Since pictures are not wanted, repeat only the text of the records, word for word.
━━━ Provided records
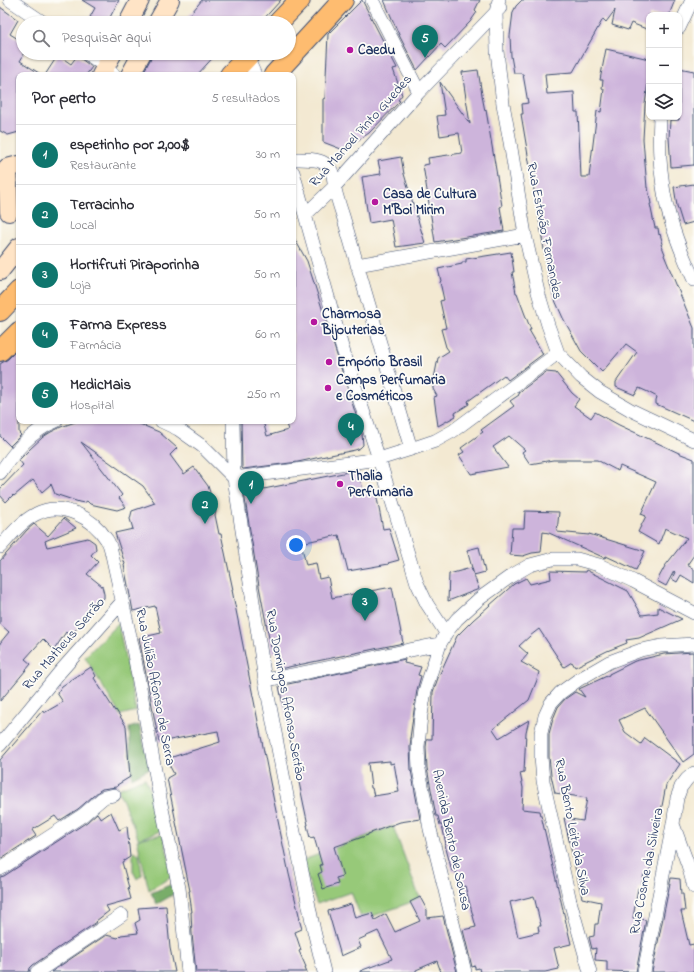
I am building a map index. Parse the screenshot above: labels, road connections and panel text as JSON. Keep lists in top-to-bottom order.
{
  "streets": {
    "street": [
      "Rua Manoel Pinto Guedes",
      "Rua Estevão Fernandes",
      "Rua Matheus Serrão",
      "Rua Julião Afonso de Serra",
      "Rua Domingos Afonso Sertão",
      "Rua Bento Leite da Silva",
      "Avenida Bento de Sousa",
      "Rua Cosme da Silveira"
    ]
  },
  "crossings": [
    ["Rua Manoel Pinto Guedes", "Rua Estevão Fernandes"],
    ["Rua Matheus Serrão", "Rua Julião Afonso de Serra"]
  ],
  "places": [
    "Caedu",
    "Casa de Cultura M'Boi Mirim",
    "Charmosa Bijouterias",
    "Empório Brasil",
    "Camps Perfumaria e Cosméticos",
    "Thalia Perfumaria"
  ],
  "page": {
    "map_buttons": ["+", "−"],
    "search": "Pesquisar aqui",
    "pins": [
      "5",
      "4",
      "1",
      "2",
      "3"
    ],
    "heading": ["Por perto", "5 resultados"],
    "list": [
      {
        "mark": "1",
        "name": "espetinho por 2,00$",
        "note": "Restaurante",
        "value": "30 m"
      },
      {
        "mark": "2",
        "name": "Terracinho",
        "note": "Local",
        "value": "50 m"
      },
      {
        "mark": "3",
        "name": "Hortifruti Piraporinha",
        "note": "Loja",
        "value": "50 m"
      },
      {
        "mark": "4",
        "name": "Farma Express",
        "note": "Farmácia",
        "value": "60 m"
      },
      {
        "mark": "5",
        "name": "MedicMais",
        "note": "Hospital",
        "value": "250 m"
      }
    ]
  }
}
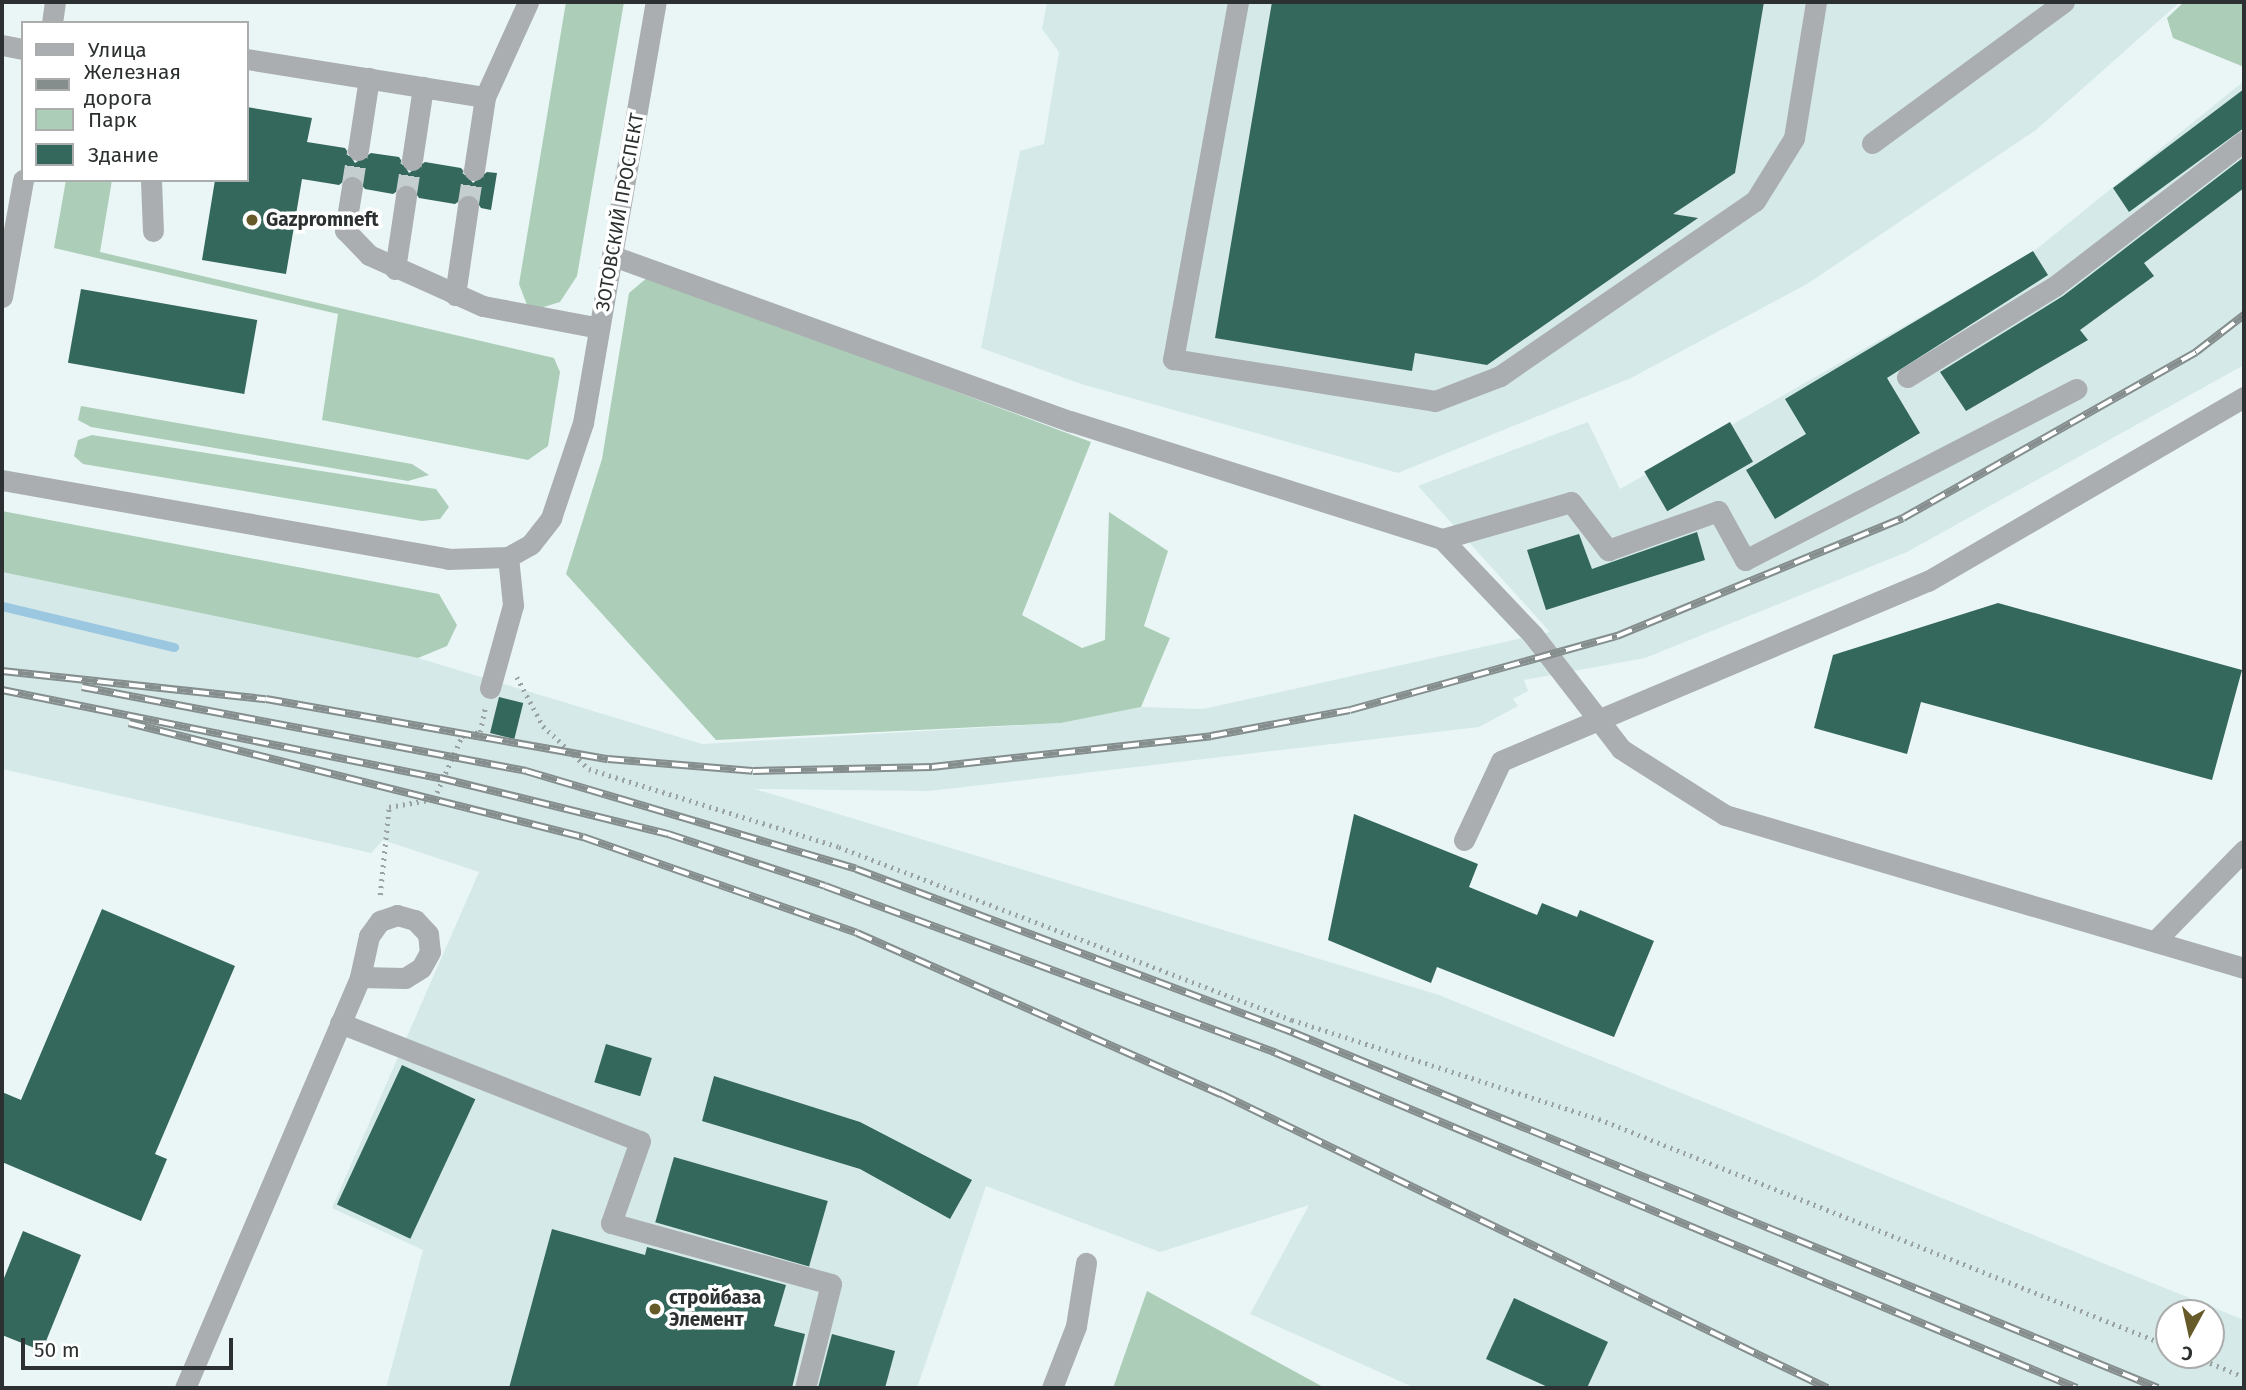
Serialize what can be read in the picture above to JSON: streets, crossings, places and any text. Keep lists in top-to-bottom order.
{
  "streets": {
    "street": ["ЗОТОВСКИЙ ПРОСПЕКТ"]
  },
  "places": ["Gazpromneft", "стройбаза Элемент"],
  "legend": [
    "Улица",
    "Железная дорога",
    "Парк",
    "Здание"
  ],
  "scale_bar": "50 m",
  "north": "bottom"
}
━━━━━━
* Response:
I am building a map index. Parse the screenshot above: labels, road connections and panel text as JSON. Keep lists in top-to-bottom order.
{
  "streets": {
    "street": [
      "Rua Manoel Pinto Guedes",
      "Rua Estevão Fernandes",
      "Rua Matheus Serrão",
      "Rua Julião Afonso de Serra",
      "Rua Domingos Afonso Sertão",
      "Rua Bento Leite da Silva",
      "Avenida Bento de Sousa",
      "Rua Cosme da Silveira"
    ]
  },
  "crossings": [
    ["Rua Manoel Pinto Guedes", "Rua Estevão Fernandes"],
    ["Rua Matheus Serrão", "Rua Julião Afonso de Serra"]
  ],
  "places": [
    "Caedu",
    "Casa de Cultura M'Boi Mirim",
    "Charmosa Bijouterias",
    "Empório Brasil",
    "Camps Perfumaria e Cosméticos",
    "Thalia Perfumaria"
  ],
  "page": {
    "map_buttons": ["+", "−"],
    "search": "Pesquisar aqui",
    "pins": [
      "5",
      "4",
      "1",
      "2",
      "3"
    ],
    "heading": ["Por perto", "5 resultados"],
    "list": [
      {
        "mark": "1",
        "name": "espetinho por 2,00$",
        "note": "Restaurante",
        "value": "30 m"
      },
      {
        "mark": "2",
        "name": "Terracinho",
        "note": "Local",
        "value": "50 m"
      },
      {
        "mark": "3",
        "name": "Hortifruti Piraporinha",
        "note": "Loja",
        "value": "50 m"
      },
      {
        "mark": "4",
        "name": "Farma Express",
        "note": "Farmácia",
        "value": "60 m"
      },
      {
        "mark": "5",
        "name": "MedicMais",
        "note": "Hospital",
        "value": "250 m"
      }
    ]
  }
}
Serialize what can be read in the picture above to JSON: streets, crossings, places and any text. Keep lists in top-to-bottom order.
{
  "streets": {
    "street": ["ЗОТОВСКИЙ ПРОСПЕКТ"]
  },
  "places": ["Gazpromneft", "стройбаза Элемент"],
  "legend": [
    "Улица",
    "Железная дорога",
    "Парк",
    "Здание"
  ],
  "scale_bar": "50 m",
  "north": "bottom"
}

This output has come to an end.